Find the word "controls" in the records below. List each line containing it.

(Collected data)
---

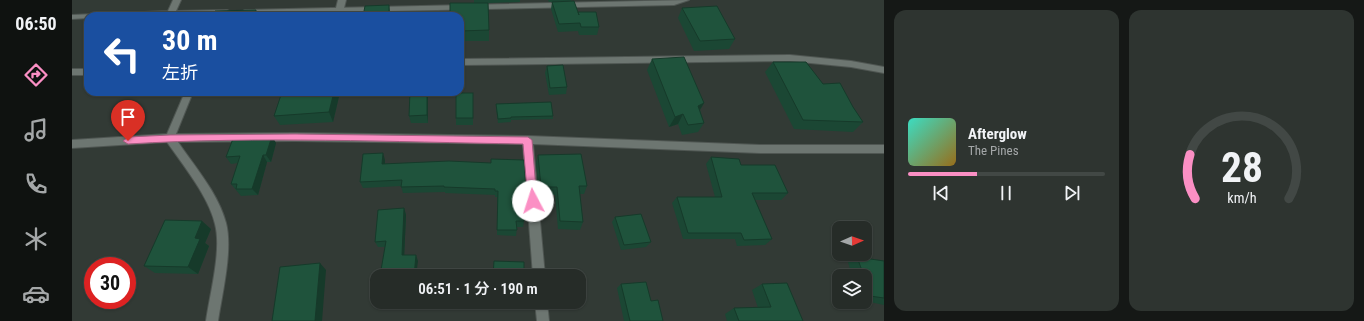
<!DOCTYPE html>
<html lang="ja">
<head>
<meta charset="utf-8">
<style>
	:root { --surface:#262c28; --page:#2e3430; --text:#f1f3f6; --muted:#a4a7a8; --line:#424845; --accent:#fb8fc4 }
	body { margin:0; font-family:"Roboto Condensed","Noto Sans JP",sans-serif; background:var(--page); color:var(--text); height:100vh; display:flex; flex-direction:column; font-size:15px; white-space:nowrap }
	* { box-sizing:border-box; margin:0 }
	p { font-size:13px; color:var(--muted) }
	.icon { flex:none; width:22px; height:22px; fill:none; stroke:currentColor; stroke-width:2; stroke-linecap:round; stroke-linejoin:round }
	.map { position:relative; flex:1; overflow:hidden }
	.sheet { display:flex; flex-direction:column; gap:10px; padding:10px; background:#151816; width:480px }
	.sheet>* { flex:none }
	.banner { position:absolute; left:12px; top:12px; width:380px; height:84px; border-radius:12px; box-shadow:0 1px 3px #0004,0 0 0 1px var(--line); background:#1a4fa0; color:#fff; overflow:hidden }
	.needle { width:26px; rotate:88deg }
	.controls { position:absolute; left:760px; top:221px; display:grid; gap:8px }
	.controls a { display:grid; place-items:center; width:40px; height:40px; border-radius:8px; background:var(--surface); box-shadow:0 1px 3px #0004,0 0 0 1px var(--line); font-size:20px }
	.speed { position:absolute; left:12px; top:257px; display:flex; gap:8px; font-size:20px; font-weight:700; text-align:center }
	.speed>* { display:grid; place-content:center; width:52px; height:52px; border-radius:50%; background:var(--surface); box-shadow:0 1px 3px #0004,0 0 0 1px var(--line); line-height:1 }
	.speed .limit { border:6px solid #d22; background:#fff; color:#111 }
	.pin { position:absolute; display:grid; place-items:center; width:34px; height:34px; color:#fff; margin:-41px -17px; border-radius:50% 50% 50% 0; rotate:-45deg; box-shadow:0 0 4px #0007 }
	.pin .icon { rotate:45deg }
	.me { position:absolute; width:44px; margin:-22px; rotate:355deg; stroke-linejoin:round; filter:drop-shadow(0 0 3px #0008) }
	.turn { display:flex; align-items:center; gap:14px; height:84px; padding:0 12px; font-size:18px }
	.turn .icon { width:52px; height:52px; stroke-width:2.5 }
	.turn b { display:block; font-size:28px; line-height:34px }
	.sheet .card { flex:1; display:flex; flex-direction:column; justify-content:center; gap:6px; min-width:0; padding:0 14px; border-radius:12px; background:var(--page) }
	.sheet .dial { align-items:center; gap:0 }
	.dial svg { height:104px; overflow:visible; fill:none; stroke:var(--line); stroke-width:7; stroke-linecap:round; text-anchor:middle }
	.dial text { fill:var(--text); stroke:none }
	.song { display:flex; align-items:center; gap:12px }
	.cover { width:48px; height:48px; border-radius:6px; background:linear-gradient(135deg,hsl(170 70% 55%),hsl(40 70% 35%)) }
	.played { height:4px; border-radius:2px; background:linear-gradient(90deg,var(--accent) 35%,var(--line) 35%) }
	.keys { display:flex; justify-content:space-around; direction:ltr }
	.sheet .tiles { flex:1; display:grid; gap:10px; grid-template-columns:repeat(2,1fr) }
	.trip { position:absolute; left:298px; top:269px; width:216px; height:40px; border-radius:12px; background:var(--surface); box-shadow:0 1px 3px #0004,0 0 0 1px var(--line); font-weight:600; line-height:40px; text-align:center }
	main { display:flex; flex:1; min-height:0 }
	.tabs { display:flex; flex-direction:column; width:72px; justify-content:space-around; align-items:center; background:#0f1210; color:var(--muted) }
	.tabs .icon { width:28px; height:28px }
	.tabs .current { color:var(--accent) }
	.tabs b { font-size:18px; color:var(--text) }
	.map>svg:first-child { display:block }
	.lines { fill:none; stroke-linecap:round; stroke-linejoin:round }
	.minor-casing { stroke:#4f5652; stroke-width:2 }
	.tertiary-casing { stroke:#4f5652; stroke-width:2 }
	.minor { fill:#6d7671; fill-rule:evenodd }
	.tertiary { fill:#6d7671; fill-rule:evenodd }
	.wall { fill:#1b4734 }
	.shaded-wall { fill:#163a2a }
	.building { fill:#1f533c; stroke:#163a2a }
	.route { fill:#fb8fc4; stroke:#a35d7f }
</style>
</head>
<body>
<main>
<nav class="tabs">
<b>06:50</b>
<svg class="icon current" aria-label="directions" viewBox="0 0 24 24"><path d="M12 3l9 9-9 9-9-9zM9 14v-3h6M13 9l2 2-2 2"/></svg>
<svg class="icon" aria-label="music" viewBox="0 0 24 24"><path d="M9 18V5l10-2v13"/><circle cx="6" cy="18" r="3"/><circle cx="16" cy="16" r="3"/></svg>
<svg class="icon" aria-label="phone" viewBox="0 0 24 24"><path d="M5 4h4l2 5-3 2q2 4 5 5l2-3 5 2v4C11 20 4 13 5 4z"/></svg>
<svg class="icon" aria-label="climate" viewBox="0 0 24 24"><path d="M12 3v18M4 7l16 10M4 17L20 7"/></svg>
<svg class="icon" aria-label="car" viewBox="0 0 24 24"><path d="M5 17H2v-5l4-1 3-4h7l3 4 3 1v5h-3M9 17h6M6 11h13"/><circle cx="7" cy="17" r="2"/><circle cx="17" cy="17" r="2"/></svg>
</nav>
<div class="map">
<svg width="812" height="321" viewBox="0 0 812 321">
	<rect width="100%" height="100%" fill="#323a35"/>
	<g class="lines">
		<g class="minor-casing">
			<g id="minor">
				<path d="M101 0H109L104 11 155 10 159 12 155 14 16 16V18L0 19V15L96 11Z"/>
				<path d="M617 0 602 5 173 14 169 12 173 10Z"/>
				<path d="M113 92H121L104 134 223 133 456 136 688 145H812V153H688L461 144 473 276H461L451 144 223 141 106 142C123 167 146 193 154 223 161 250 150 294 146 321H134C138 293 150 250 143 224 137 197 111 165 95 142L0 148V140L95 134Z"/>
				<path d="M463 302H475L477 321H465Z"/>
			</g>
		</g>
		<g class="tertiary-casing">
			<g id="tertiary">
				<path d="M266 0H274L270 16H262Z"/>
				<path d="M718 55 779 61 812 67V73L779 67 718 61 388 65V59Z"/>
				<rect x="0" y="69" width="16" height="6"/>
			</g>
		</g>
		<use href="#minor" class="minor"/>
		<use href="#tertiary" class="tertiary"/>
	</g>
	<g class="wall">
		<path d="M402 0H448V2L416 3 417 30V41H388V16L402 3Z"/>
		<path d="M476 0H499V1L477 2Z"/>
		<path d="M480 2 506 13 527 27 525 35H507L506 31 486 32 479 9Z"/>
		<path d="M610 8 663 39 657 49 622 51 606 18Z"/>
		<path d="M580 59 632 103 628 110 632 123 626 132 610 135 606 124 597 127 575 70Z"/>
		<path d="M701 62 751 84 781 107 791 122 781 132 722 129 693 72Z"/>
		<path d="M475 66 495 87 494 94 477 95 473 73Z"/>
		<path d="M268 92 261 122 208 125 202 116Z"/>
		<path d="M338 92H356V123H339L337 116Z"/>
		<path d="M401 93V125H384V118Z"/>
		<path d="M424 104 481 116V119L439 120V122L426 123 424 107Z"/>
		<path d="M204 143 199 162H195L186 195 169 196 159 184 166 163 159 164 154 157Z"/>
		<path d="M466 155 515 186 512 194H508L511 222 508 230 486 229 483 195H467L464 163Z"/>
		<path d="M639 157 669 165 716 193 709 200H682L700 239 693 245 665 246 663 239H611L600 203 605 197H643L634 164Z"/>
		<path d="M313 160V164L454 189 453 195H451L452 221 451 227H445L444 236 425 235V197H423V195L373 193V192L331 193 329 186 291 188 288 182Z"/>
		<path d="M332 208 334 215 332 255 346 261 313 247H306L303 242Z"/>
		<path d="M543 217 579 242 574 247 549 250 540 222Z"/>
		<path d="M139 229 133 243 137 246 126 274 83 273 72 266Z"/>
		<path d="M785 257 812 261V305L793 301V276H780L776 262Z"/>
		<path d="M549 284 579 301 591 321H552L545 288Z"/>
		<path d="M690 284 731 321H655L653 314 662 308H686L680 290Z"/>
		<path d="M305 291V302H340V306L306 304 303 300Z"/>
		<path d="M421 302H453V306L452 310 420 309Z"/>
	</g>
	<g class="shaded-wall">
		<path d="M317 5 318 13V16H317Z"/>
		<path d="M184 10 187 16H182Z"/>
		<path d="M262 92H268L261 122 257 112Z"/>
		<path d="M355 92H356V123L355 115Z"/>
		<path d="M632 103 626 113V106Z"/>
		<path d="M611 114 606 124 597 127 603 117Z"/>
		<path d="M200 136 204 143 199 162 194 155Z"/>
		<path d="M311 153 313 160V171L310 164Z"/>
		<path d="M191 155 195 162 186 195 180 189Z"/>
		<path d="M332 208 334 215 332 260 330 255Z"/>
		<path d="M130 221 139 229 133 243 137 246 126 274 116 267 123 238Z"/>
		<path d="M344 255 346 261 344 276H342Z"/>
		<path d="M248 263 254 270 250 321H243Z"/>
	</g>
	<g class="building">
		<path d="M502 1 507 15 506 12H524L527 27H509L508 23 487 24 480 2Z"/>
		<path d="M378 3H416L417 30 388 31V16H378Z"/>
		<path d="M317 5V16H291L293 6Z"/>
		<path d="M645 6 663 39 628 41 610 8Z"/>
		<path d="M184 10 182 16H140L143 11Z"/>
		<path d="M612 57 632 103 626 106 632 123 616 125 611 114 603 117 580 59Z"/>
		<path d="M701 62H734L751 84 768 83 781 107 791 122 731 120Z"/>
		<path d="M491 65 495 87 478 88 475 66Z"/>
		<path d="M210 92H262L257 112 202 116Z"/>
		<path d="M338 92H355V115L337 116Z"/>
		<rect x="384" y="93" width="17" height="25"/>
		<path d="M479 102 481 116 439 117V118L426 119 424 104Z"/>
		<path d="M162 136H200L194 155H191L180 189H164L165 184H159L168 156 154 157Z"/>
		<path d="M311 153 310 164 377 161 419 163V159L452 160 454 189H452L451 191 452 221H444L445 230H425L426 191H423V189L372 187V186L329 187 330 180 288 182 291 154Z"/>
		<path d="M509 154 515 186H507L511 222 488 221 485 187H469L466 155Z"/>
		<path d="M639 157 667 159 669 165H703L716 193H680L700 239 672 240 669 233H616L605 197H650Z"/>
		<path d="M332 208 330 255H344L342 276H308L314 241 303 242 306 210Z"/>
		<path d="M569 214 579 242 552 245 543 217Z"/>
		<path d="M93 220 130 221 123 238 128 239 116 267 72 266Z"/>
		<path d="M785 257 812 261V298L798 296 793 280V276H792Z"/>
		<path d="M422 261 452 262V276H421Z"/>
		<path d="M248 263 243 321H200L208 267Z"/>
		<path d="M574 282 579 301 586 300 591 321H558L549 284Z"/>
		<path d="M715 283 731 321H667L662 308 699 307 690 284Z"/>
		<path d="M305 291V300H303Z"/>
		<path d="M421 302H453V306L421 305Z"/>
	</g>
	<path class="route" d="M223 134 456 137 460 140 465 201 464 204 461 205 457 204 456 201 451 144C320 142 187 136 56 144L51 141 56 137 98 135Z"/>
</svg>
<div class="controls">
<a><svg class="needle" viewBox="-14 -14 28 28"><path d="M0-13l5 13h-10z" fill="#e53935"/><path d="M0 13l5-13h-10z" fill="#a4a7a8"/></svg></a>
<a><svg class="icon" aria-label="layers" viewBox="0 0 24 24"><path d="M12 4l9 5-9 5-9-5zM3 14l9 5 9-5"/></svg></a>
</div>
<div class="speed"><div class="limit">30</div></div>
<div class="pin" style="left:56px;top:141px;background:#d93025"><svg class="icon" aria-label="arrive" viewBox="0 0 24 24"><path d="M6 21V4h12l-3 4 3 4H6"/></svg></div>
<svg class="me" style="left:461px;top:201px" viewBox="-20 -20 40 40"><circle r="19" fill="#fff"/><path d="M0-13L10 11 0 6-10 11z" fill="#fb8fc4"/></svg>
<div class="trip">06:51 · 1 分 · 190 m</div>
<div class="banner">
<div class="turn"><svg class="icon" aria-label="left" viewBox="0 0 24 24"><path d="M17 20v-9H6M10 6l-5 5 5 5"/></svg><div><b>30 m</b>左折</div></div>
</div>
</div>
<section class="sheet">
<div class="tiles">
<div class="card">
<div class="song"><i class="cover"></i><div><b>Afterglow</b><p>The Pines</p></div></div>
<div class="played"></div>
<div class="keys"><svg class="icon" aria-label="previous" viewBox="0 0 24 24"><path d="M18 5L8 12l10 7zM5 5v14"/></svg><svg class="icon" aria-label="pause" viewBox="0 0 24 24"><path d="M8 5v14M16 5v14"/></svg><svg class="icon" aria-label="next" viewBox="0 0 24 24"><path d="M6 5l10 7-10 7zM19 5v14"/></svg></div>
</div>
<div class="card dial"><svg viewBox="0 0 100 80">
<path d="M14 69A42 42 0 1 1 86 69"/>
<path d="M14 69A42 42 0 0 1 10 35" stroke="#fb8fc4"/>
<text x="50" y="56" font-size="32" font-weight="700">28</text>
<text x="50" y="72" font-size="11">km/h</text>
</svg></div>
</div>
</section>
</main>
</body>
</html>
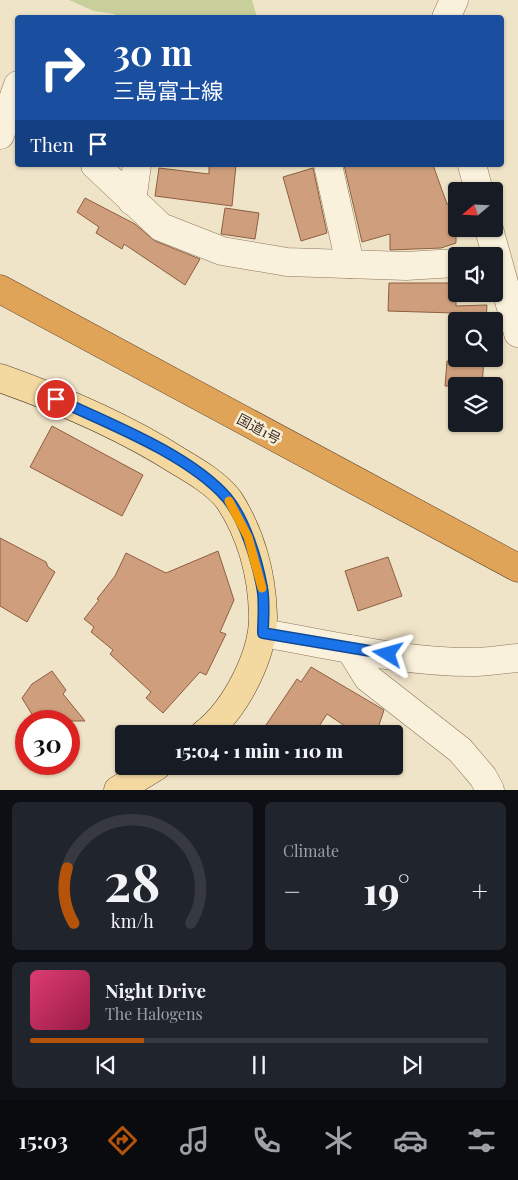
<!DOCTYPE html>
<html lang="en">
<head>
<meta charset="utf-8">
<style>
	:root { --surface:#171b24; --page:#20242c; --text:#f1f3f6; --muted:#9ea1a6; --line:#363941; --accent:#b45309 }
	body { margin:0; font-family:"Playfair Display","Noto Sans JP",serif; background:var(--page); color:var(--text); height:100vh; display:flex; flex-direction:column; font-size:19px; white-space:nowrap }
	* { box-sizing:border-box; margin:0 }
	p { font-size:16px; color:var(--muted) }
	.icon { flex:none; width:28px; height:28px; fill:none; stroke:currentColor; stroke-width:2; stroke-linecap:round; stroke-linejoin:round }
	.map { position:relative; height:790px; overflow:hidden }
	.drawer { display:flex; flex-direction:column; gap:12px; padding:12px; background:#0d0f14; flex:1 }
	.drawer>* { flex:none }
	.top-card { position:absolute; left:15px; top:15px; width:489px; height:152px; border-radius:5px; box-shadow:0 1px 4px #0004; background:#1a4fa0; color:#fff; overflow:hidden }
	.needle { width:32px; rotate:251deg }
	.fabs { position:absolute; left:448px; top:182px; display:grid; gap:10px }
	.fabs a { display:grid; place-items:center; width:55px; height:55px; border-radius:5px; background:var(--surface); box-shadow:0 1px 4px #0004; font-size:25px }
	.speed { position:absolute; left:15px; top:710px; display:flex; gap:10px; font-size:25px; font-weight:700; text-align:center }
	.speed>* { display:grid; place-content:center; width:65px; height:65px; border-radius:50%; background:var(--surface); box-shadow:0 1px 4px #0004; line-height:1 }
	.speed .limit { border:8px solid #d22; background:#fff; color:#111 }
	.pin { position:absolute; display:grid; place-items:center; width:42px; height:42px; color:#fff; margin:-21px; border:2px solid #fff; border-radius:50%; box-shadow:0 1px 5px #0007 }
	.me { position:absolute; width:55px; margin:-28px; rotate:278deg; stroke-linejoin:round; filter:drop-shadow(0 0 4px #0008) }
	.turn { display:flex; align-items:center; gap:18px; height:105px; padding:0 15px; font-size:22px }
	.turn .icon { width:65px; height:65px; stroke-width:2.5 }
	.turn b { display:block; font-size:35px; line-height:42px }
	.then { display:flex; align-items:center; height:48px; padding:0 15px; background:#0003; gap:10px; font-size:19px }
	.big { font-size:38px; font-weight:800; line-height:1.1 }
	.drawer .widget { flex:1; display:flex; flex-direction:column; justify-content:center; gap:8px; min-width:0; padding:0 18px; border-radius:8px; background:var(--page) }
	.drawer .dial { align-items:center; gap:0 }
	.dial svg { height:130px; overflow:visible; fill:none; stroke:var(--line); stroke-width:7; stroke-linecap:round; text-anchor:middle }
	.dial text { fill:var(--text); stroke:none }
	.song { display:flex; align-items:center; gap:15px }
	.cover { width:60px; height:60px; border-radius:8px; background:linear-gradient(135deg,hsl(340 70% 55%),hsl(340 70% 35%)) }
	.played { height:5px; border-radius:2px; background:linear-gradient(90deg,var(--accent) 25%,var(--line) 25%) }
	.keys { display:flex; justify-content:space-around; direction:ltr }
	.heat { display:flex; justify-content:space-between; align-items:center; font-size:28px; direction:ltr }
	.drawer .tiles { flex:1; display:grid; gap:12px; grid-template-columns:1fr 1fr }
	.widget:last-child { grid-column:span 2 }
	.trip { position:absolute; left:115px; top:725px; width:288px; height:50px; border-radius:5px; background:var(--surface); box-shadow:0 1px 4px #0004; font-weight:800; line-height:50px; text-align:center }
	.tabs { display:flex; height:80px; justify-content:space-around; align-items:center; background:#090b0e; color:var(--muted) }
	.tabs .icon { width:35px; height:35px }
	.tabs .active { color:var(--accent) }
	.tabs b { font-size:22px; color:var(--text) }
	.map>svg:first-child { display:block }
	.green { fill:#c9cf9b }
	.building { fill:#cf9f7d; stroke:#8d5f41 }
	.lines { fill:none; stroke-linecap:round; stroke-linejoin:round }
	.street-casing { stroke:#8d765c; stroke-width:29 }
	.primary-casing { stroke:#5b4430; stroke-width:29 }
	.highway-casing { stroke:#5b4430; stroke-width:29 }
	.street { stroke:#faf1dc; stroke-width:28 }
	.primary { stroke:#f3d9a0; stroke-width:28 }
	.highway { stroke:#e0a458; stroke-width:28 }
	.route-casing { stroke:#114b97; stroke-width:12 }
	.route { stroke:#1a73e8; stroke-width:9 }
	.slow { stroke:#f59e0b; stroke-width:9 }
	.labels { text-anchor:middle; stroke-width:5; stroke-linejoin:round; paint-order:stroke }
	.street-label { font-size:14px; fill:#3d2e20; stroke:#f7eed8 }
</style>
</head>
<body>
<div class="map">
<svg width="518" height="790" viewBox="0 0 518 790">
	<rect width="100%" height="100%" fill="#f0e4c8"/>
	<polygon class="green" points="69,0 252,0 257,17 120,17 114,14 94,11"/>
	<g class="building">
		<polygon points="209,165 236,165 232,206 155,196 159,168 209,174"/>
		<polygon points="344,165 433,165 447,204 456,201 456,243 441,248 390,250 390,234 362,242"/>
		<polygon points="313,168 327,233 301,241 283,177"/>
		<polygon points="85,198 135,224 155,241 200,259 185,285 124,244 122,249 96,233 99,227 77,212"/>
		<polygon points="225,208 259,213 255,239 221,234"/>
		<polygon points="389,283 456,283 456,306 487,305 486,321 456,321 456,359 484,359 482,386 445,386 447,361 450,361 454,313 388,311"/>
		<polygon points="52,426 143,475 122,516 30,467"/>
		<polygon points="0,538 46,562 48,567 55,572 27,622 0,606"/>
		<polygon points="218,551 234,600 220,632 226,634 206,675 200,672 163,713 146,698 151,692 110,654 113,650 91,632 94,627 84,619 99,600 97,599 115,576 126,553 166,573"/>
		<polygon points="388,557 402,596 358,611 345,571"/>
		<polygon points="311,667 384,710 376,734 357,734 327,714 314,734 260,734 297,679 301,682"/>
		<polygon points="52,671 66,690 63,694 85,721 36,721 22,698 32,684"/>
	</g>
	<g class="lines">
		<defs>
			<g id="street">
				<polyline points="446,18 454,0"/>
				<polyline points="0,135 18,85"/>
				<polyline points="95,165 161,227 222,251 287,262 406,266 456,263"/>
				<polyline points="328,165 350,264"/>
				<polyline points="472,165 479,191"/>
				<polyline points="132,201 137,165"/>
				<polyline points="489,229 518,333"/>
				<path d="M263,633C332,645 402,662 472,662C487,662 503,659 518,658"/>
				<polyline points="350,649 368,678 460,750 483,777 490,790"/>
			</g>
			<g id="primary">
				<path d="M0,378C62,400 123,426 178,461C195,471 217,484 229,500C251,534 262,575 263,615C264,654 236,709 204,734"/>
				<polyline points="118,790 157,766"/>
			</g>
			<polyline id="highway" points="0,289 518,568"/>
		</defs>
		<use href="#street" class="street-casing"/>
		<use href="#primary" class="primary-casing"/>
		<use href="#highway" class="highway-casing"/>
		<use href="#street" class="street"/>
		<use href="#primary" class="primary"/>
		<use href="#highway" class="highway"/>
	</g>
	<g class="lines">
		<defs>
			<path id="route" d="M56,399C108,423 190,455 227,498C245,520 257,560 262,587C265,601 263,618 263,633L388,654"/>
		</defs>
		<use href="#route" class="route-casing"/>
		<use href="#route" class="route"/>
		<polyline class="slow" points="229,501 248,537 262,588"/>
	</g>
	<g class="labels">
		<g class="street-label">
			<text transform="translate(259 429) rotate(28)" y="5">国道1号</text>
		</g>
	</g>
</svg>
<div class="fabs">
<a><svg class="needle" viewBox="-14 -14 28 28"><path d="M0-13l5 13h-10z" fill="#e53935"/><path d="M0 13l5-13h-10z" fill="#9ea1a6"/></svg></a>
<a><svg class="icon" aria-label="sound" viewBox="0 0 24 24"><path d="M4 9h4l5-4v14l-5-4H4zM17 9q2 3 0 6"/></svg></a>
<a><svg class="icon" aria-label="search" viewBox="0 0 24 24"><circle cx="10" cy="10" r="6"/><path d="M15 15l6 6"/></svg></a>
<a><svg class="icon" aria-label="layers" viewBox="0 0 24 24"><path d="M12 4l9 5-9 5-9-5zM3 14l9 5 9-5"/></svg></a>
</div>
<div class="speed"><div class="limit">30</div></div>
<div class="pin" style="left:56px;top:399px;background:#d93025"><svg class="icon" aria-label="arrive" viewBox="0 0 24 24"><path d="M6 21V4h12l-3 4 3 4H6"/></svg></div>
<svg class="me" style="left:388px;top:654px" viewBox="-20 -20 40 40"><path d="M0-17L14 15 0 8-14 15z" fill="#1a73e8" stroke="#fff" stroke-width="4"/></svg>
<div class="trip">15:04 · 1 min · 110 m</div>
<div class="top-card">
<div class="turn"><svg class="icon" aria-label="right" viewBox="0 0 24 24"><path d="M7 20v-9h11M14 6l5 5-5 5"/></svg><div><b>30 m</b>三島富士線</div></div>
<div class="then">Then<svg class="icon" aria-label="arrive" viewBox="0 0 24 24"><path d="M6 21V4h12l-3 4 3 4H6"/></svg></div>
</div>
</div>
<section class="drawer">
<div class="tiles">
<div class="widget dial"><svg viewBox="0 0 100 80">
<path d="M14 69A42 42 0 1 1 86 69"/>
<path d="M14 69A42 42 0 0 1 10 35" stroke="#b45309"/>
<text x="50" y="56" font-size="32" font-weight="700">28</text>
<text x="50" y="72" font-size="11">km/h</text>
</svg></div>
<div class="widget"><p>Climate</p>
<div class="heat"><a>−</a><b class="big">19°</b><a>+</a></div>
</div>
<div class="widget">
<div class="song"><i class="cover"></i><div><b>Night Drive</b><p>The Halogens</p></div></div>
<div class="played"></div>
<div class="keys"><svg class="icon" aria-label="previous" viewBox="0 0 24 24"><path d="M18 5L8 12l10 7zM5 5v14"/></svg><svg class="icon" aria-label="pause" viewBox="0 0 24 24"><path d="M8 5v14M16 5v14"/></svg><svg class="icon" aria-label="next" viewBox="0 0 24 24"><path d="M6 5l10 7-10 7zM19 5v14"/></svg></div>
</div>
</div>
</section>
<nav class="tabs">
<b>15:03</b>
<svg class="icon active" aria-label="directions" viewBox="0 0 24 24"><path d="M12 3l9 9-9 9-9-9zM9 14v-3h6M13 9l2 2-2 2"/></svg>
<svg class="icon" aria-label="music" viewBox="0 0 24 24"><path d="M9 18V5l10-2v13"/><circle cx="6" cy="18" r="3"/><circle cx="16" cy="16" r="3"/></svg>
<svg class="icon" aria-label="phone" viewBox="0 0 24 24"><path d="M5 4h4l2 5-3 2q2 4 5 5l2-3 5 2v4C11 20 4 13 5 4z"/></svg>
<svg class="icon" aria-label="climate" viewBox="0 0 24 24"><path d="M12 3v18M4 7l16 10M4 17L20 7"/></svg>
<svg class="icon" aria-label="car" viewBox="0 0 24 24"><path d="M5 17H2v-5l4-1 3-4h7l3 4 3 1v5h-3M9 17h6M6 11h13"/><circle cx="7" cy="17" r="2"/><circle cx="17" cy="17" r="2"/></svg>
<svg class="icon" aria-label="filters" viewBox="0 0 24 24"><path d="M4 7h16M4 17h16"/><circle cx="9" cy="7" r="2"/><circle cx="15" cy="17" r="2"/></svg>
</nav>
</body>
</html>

---

EXPECTED OUTPUT:
	.controls { position:absolute; left:760px; top:221px; display:grid; gap:8px }
	.controls a { display:grid; place-items:center; width:40px; height:40px; border-radius:8px; background:var(--surface); box-shadow:0 1px 3px #0004,0 0 0 1px var(--line); font-size:20px }
<div class="controls">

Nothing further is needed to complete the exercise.